July 21, 2009 / 7:15 PM / 10 years ago

Jackson Browne wins Republican apology over song

Musician Jackson Browne performs before a town meeting for former Democratic presidential candidate and former U.S. Senator John Edwards in Iowa City, Iowa, in this November 19, 2007 file photo. REUTERS/Shannon Stapleton/Files

LOS ANGELES (Reuters) - Senator John McCain and his Republican Party publicly apologized to singer Jackson Browne on Tuesday for using his song “Running on Empty” without permission in a campaign advertisement last year.

The apology came as Browne and McCain’s Republican camp agreed on a settlement to the lawsuit that the singer filed in August, soon after the advertisement aired.

Browne’s 1977 song was used by the Ohio Republican Party in an attack on Barack Obama that was critical of the Democrat’s stance on gas conservation. Obama defeated McCain in last November’s presidential election.

“We apologize that a portion of the Jackson Browne song ‘Running on Empty’ was used without permission,” McCain, the Republican National Committee and the Ohio Republican Party said in a statement.

The Republican camp also pledged in future elections to obtain permissions and licenses from artists “where appropriate” when using their copyrighted works.

Browne, a liberal activist, told Billboard he would “absolutely” sue political candidates and groups he supports if they used his music without authorization.

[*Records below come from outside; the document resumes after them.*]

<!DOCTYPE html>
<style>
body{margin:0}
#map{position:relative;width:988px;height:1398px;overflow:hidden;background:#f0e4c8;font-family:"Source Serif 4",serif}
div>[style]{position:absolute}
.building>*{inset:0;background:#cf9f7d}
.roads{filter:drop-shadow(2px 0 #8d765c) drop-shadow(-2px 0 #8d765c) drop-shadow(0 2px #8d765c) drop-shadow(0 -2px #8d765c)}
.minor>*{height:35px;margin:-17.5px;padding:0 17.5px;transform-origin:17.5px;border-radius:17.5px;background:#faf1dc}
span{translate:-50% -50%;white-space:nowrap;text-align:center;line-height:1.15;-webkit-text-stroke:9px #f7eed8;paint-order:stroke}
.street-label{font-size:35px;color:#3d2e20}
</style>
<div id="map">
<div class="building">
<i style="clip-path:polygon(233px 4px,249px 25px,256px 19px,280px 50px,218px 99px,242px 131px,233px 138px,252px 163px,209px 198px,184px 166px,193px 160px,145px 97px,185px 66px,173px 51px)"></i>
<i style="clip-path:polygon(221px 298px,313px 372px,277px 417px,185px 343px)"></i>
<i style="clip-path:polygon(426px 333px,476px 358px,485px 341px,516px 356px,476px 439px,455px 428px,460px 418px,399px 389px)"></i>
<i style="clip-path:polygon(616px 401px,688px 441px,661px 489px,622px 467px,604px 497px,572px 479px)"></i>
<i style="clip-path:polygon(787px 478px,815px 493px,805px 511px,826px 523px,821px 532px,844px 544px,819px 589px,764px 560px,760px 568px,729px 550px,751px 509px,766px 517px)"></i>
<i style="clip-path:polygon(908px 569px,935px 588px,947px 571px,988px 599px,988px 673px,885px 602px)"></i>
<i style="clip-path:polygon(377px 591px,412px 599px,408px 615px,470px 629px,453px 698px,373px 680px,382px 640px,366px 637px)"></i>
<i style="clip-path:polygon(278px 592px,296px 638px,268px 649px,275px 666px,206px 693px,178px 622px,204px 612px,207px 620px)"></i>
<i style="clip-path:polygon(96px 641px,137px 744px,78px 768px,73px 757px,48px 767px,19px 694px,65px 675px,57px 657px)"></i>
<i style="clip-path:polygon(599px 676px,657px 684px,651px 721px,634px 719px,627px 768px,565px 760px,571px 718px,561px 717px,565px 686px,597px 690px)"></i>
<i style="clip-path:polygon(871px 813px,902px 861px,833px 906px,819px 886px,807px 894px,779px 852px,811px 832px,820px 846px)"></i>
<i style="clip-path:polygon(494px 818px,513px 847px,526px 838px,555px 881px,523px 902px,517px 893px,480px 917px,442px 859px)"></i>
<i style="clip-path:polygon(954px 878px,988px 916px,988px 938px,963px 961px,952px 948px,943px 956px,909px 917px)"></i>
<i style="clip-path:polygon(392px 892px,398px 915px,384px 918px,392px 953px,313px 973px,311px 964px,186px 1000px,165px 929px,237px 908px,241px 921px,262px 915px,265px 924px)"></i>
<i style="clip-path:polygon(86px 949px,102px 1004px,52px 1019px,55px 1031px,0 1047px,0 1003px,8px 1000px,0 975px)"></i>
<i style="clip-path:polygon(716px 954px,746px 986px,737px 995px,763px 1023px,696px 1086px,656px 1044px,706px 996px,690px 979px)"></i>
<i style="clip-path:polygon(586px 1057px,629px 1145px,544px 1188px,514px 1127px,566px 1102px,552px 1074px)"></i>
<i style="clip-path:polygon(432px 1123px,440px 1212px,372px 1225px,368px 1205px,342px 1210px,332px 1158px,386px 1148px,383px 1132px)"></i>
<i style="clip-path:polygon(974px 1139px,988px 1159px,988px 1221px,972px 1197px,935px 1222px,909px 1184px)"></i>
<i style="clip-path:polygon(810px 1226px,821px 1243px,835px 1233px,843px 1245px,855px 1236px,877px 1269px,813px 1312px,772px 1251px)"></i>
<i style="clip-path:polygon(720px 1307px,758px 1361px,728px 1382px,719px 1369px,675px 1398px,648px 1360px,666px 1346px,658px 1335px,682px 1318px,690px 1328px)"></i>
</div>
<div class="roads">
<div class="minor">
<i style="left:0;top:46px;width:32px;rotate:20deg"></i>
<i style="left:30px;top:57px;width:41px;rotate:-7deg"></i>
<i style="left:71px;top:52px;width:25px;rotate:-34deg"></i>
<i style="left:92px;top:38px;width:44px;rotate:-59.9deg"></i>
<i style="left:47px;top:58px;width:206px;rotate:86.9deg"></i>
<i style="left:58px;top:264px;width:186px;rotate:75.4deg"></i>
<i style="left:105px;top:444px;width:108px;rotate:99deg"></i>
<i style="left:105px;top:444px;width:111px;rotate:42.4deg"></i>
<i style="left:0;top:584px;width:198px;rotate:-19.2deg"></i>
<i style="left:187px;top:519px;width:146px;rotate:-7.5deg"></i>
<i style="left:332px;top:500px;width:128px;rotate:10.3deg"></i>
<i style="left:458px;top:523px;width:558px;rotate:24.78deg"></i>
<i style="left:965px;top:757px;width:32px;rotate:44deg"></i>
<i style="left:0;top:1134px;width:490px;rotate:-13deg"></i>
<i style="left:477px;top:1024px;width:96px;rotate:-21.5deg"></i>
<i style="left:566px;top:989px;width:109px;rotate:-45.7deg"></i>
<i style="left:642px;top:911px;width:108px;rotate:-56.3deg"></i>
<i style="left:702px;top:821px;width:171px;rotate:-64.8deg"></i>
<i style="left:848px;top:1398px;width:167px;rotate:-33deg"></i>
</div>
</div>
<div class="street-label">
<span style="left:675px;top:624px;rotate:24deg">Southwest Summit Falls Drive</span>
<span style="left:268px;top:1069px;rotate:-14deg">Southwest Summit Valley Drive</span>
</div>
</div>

“I really hope that people begin to understand what goes into making music,” Browne told the music publication’s website. “It’s not just that one gets paid; it’s that one’s entire enterprise is fed, whether it’s recording studios or the amount of money you can pay our band. ... It is a huge industry.”

Browne had sued McCain, the Republican National Committee and the Ohio Republican Party, accusing them of copyright infringement.

It is not the first time a popular singer has gone after the Republicans for use of a song. In the mid-1980s, Bruce Springsteen complained about then-President Ronald Reagan’s contextually inaccurate use of his song “Born In the U.S.A.” during his re-election campaign.